Can you tell me more about your single ‘All I Know?’ 

I actually wrote it on a really rainy day, it was just me and my producer, who is one of my best friends in the world. We were just trying to make a song that felt opposite of the rain and opposite of being confined inside, and I felt like it was appropriate to put out right now because everyone is confined inside. The song is just about leaving your inhibitions behind and leaving whatever anxieties or stresses that might be bothering you, and running away with your best friend or the person you love the most—it’s kind of an escape.

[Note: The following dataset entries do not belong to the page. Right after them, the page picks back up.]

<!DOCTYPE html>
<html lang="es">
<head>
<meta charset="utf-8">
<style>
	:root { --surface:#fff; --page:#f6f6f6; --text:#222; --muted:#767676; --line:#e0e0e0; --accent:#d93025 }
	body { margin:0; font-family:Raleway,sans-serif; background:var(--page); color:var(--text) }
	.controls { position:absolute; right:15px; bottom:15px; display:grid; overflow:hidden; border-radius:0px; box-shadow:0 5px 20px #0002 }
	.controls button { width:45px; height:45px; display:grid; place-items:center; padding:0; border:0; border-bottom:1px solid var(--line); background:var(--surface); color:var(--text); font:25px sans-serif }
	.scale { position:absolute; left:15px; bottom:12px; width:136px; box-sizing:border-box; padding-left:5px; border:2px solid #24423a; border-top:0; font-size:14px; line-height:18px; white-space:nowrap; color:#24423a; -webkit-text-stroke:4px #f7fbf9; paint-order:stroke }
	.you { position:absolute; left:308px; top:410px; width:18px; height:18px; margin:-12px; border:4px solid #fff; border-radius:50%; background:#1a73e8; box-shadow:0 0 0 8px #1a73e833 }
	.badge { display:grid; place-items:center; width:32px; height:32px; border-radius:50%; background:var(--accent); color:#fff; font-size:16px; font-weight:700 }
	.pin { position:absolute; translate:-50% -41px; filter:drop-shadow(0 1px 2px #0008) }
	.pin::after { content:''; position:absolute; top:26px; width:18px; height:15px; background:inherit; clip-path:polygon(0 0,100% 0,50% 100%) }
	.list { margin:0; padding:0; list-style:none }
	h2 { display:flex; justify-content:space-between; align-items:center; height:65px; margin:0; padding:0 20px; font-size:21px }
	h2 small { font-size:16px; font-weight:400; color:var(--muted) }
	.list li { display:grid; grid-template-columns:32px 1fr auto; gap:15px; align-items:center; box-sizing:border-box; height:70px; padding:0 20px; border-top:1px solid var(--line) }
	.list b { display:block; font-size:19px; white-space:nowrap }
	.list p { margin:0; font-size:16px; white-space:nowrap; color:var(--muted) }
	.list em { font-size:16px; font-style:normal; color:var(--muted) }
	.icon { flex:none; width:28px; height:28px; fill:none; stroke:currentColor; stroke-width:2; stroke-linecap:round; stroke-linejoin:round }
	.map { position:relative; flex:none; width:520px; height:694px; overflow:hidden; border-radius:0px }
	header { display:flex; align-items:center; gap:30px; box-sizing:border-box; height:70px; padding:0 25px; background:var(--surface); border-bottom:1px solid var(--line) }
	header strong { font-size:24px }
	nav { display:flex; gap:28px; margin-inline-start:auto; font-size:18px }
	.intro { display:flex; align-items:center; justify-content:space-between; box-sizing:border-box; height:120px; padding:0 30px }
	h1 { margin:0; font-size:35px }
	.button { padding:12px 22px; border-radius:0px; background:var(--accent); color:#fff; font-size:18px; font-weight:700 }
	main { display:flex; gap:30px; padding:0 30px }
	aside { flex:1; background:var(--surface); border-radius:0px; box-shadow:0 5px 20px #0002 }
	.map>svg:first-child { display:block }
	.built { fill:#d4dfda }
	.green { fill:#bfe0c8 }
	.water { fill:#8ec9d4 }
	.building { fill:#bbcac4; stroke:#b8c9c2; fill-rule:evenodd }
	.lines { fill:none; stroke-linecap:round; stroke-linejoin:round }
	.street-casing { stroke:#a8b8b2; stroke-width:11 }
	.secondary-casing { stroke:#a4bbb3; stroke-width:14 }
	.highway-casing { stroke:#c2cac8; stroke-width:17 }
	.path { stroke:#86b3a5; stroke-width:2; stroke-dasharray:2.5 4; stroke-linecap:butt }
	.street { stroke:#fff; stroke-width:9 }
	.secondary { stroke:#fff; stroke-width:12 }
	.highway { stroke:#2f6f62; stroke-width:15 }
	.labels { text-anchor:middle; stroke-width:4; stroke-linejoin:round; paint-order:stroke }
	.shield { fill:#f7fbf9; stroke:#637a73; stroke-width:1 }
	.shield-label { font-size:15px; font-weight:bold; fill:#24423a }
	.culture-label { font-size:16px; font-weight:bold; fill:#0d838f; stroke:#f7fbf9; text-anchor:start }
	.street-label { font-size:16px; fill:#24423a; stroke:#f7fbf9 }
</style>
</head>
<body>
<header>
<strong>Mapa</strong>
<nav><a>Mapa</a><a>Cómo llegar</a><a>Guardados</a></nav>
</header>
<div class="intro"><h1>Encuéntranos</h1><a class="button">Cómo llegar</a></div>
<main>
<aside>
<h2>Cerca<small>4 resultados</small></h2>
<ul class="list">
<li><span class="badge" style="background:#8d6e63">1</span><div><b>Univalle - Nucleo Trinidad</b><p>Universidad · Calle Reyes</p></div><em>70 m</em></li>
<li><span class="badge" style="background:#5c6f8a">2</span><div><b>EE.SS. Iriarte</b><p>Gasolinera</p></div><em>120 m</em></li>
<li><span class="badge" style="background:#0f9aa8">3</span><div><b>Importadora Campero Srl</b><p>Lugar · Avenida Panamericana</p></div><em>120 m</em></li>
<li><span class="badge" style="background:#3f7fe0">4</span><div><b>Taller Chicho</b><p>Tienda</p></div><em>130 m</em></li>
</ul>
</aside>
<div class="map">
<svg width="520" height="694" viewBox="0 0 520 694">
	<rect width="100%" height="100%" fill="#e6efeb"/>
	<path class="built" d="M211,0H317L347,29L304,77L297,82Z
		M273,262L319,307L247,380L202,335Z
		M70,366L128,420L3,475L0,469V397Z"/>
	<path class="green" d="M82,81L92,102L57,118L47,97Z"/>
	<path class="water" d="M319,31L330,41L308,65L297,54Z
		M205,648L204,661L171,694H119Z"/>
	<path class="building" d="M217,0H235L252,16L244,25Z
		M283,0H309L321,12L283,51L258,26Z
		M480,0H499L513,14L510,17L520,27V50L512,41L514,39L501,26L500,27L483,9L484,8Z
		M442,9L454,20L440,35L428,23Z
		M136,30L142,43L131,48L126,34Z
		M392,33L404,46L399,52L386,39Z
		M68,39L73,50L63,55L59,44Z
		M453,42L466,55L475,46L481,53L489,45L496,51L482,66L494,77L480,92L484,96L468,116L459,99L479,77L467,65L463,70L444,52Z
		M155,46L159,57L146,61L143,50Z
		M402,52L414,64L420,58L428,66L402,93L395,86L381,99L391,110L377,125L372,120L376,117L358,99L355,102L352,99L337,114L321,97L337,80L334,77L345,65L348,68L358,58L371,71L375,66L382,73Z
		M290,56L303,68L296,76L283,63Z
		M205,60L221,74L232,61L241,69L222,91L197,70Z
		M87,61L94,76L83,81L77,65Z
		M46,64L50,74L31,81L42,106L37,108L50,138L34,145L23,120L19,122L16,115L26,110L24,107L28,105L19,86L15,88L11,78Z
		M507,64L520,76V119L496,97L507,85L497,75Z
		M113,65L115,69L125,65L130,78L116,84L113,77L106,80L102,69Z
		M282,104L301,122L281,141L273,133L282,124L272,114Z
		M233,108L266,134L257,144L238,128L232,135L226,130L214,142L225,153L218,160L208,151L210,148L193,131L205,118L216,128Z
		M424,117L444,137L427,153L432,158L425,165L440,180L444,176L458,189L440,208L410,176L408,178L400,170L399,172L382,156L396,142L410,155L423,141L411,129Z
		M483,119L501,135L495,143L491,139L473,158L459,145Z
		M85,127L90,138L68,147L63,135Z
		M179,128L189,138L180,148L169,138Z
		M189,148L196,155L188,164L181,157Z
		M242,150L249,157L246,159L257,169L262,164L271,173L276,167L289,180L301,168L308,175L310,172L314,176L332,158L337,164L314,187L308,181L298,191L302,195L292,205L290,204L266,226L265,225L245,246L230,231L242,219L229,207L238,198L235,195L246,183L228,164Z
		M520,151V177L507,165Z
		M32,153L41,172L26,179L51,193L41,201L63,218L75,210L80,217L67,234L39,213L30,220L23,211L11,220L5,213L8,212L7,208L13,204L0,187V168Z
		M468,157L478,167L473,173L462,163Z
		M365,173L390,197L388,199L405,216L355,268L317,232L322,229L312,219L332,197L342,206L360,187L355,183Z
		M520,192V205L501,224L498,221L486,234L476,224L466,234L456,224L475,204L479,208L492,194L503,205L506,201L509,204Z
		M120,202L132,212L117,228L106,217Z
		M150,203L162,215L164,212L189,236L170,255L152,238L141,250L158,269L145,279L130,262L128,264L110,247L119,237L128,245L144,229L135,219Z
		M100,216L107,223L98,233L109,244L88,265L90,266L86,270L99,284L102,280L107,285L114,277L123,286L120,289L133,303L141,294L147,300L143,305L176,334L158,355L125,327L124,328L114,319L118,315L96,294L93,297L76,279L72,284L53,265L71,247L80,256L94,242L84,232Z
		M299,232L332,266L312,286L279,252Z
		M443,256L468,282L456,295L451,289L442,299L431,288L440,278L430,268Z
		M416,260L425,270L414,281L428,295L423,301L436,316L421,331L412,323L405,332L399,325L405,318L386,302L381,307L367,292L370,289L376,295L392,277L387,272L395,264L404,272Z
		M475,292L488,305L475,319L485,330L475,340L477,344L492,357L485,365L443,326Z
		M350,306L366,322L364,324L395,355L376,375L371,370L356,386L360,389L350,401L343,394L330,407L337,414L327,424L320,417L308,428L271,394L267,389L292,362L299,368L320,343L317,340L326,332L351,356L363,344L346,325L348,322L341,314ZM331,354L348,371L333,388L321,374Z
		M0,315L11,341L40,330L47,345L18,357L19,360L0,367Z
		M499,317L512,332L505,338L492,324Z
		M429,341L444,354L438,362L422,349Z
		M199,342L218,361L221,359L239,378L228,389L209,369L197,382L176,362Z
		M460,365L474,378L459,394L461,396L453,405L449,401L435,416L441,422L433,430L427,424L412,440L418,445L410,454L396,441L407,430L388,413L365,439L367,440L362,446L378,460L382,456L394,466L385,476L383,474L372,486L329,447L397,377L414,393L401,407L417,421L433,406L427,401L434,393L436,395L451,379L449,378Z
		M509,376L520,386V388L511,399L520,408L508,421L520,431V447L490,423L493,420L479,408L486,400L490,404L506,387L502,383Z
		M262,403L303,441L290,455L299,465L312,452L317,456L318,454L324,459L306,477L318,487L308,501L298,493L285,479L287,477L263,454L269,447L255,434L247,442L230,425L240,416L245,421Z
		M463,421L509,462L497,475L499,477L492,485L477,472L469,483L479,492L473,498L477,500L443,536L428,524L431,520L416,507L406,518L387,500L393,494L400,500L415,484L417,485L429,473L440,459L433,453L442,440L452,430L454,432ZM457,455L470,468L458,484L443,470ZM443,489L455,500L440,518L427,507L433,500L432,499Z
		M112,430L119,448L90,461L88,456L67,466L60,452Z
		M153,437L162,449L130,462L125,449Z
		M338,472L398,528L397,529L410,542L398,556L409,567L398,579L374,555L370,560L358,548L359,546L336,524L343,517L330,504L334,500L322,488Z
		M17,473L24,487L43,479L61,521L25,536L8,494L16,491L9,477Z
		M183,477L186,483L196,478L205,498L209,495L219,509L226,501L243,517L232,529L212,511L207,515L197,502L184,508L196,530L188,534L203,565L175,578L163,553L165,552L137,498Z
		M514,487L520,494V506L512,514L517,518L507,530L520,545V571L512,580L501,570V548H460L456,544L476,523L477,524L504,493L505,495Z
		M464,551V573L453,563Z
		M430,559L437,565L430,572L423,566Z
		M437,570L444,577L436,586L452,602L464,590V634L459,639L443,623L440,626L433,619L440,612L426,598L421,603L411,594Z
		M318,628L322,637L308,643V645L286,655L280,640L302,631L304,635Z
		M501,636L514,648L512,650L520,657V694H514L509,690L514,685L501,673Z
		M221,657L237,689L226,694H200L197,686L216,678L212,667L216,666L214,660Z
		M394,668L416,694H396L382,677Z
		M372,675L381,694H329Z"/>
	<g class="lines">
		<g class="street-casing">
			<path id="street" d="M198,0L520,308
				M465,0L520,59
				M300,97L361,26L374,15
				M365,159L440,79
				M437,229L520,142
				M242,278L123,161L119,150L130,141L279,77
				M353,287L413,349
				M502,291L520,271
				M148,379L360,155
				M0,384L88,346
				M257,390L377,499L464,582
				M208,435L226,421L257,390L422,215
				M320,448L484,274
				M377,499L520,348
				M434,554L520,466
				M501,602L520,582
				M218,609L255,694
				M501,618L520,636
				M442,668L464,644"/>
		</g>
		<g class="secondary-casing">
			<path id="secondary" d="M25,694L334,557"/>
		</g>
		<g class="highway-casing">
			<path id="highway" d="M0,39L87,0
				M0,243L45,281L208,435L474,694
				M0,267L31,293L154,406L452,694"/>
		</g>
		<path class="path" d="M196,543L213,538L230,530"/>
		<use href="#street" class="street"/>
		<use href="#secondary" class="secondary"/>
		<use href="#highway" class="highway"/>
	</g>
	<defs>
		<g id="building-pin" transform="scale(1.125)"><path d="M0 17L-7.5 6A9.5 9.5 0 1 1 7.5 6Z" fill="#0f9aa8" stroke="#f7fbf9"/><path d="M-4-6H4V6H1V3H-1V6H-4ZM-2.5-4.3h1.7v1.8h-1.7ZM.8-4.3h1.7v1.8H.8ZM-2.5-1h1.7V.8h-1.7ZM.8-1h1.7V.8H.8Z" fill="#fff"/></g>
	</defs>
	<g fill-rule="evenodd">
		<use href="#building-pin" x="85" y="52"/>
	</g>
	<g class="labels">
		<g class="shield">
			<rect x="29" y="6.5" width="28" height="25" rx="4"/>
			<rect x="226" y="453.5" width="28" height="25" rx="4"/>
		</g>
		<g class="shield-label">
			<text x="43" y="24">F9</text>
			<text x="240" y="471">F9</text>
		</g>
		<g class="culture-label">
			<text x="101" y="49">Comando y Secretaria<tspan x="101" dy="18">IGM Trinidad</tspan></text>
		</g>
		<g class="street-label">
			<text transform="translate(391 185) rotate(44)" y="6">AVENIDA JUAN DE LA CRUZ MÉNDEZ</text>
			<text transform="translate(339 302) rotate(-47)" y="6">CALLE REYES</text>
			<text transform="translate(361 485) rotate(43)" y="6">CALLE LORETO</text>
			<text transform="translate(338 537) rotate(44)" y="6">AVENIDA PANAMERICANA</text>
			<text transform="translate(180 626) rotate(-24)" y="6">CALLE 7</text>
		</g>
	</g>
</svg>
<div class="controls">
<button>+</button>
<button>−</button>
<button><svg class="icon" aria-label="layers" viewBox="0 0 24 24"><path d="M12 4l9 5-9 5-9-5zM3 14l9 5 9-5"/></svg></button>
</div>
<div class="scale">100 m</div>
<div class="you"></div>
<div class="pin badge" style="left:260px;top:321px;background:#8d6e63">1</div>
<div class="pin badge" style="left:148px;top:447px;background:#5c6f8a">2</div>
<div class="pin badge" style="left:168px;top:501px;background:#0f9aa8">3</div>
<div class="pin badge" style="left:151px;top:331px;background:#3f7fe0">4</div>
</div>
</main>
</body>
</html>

What do you hope people take away from your music, especially now?

Honestly, I hope people can walk away maybe a little happier than they were three minutes earlier or they can just smile a little bit. I’ve noticed with myself during this time, and it’s kind of why I’ve been so adamant about putting music out, I’ve been consuming just so much art in general. Whether it be movies, or music or television shows, this time if nothing else has proven how valuable creativity and artistry really is to people. I hope I can contribute to that feeling, and hopefully this will all be over soon and [people] can feel a bit of a vacation from all this while listening.

‘All I Know’ from Alexander Charles’ album ‘Fortune Cookies’ drops April 17.